John W. Tucker, Jr., Ph.D. Sarah Blain Kennedy, DVM

Forty species raised in small hatcheries

marine fish culture
With proper management, captive snook have lived many years at Harbor Branch Oceanographic Institution. Photo by Alejandro Pérez Matus, HBOI.

Researchers in the Harbor Branch Oceanographic Institution (HBOI) Fish Biology Department have successfully developed methods for spawning, rearing, feeding, and maintaining the health of varied marine fish on an experimental to pilot scale. Forty species and hybrids in the eel, snook, striped bass, grouper, snapper, sea bream, drum, cichlid, mullet, wrasse, and other families have been raised in small hatcheries with up to four 3,785-l tanks for larval rearing. 

Red drum eggs
Red drum eggs are obtained through hormone treatment and stripping. Photo by Greg Vermeer, Florida Fish and Wildlife Conservation Commission.

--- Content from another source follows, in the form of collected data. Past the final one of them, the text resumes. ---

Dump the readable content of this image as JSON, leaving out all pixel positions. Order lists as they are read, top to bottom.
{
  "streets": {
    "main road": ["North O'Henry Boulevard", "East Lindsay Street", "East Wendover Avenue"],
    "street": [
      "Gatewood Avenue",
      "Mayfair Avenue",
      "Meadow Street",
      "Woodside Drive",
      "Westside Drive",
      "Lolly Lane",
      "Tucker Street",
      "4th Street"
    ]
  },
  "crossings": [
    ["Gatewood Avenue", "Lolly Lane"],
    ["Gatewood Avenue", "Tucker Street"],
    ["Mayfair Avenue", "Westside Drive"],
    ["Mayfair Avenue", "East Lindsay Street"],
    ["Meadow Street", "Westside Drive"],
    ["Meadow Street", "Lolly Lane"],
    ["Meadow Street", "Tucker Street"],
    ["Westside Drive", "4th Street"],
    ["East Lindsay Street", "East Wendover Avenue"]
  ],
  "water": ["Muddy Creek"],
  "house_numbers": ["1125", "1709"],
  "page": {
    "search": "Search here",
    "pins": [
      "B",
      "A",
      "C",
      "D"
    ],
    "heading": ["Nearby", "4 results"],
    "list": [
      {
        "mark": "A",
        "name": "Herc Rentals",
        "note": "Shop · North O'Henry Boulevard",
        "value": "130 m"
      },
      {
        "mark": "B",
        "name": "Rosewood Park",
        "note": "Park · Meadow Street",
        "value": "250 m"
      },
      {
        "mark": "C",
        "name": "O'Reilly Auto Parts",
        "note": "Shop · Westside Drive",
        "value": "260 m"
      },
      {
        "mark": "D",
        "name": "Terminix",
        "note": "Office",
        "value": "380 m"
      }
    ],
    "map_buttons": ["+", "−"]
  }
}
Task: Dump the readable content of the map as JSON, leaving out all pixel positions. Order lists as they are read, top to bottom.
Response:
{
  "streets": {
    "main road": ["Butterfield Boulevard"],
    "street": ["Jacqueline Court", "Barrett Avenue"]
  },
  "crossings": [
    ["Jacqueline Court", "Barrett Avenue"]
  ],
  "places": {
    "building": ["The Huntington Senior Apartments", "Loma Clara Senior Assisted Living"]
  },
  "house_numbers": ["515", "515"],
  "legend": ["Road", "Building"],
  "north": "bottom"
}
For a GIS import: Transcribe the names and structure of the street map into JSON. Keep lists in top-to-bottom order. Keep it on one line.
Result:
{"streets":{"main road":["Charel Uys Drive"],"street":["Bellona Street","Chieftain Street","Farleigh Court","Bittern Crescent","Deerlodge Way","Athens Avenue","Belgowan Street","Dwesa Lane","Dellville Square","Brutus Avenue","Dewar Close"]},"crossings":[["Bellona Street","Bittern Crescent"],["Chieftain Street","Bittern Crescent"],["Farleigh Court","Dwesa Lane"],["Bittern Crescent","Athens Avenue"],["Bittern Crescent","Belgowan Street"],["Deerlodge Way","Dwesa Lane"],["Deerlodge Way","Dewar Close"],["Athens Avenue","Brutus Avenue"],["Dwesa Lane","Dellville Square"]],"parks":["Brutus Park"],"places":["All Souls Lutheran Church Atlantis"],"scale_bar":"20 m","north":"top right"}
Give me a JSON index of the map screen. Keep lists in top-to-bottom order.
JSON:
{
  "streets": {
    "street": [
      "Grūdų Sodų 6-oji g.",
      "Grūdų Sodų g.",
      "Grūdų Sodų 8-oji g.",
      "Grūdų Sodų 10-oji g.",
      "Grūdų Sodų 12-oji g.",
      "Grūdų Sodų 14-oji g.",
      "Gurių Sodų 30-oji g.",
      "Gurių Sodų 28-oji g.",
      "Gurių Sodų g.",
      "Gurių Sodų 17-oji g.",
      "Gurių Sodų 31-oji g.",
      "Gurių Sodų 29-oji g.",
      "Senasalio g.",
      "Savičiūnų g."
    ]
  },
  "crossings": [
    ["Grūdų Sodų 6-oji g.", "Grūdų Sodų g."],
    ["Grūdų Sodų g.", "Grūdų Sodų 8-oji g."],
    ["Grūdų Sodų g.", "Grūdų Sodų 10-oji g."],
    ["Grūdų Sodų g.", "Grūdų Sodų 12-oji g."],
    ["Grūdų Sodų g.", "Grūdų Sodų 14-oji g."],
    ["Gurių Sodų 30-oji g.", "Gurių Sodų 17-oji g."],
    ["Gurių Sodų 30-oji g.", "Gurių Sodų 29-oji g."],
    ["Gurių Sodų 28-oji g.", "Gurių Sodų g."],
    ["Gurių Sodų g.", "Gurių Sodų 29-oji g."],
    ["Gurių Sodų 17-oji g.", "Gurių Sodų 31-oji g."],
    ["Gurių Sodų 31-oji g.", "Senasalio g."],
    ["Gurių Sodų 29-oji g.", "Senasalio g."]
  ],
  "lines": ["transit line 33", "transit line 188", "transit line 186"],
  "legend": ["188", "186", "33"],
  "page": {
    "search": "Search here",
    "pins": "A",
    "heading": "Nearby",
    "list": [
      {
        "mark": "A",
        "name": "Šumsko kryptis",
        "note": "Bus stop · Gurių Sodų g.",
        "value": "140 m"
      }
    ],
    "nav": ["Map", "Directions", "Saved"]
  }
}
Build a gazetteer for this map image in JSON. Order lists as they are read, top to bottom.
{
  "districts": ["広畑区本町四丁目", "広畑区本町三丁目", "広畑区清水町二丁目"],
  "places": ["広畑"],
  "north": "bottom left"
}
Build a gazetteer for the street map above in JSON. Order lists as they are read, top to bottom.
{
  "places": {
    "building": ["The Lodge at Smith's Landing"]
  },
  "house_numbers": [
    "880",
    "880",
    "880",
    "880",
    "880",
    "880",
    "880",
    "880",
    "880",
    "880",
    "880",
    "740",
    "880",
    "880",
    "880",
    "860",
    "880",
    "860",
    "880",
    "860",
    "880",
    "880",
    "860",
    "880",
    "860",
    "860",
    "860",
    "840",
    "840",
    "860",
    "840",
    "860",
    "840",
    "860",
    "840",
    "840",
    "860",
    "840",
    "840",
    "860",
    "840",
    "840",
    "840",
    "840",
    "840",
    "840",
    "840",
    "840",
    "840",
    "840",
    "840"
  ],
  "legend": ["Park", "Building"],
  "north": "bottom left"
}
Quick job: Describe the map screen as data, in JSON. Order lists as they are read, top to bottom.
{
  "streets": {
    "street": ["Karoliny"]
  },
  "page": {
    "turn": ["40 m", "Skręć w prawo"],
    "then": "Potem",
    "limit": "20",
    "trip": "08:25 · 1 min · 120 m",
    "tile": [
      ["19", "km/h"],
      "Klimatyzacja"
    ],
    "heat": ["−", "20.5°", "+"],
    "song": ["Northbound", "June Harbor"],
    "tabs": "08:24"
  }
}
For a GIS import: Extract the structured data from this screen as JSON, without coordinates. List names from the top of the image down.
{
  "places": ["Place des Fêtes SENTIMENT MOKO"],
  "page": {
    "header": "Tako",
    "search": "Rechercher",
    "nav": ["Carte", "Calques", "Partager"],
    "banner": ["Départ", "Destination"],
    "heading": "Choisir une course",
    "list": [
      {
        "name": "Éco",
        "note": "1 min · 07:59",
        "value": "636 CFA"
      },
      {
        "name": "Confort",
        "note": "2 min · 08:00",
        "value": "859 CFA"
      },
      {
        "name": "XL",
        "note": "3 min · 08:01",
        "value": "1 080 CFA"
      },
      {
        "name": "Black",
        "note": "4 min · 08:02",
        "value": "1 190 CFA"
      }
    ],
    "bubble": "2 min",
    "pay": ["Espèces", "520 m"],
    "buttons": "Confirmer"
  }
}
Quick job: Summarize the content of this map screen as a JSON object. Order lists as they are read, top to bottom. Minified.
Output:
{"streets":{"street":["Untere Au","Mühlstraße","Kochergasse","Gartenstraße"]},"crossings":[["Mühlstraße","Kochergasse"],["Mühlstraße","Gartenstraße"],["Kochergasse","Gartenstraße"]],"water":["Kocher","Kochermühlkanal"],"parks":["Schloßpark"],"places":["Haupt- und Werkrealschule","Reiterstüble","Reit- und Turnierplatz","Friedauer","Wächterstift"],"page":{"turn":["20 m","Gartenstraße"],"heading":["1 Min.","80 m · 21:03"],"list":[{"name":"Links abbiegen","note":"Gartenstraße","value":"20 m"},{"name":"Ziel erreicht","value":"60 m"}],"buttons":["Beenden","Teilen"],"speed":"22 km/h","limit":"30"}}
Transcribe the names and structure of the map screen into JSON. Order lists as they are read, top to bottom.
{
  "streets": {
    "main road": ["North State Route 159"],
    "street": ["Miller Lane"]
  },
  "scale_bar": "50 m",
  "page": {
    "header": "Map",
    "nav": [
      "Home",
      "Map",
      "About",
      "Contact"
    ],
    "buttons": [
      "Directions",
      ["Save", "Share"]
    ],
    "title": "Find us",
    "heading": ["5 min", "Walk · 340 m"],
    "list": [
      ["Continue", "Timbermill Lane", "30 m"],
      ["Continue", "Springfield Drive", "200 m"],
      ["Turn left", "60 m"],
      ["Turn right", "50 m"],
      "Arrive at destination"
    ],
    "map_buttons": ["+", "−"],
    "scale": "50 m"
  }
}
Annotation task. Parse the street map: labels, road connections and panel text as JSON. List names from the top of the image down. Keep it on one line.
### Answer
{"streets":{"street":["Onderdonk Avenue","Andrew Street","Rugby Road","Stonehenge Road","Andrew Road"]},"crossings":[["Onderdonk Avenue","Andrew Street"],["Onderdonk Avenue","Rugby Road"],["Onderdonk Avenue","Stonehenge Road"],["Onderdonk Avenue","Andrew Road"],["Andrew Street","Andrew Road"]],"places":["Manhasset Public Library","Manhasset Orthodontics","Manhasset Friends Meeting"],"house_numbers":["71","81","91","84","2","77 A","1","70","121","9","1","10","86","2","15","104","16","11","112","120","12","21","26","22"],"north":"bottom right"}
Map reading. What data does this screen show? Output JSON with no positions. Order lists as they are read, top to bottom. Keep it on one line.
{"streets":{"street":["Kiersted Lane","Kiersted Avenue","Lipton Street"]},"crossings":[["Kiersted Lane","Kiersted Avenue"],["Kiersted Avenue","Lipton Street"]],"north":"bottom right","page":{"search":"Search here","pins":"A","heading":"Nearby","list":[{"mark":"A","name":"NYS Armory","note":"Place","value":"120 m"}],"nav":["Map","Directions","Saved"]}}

More than 33,000 juvenile and adult fish have been produced at the Fort Pierce, Florida, USA, facility, and more than 25,000 of those were released. At 39.7 percent, the best survival to juvenile stage has been achieved in sheepshead (Archosargus probatocephalus). Other encouraging survival rates include those for striped mullet (Mugil cephalus), 30.0 percent; spotted sea trout (Cynoscion nebulosus), 12.5 percent; common snook (Centropomus undecimalis), 7.0 percent; and Nassau groupers (Epinephelus striatus), 5.0 percent.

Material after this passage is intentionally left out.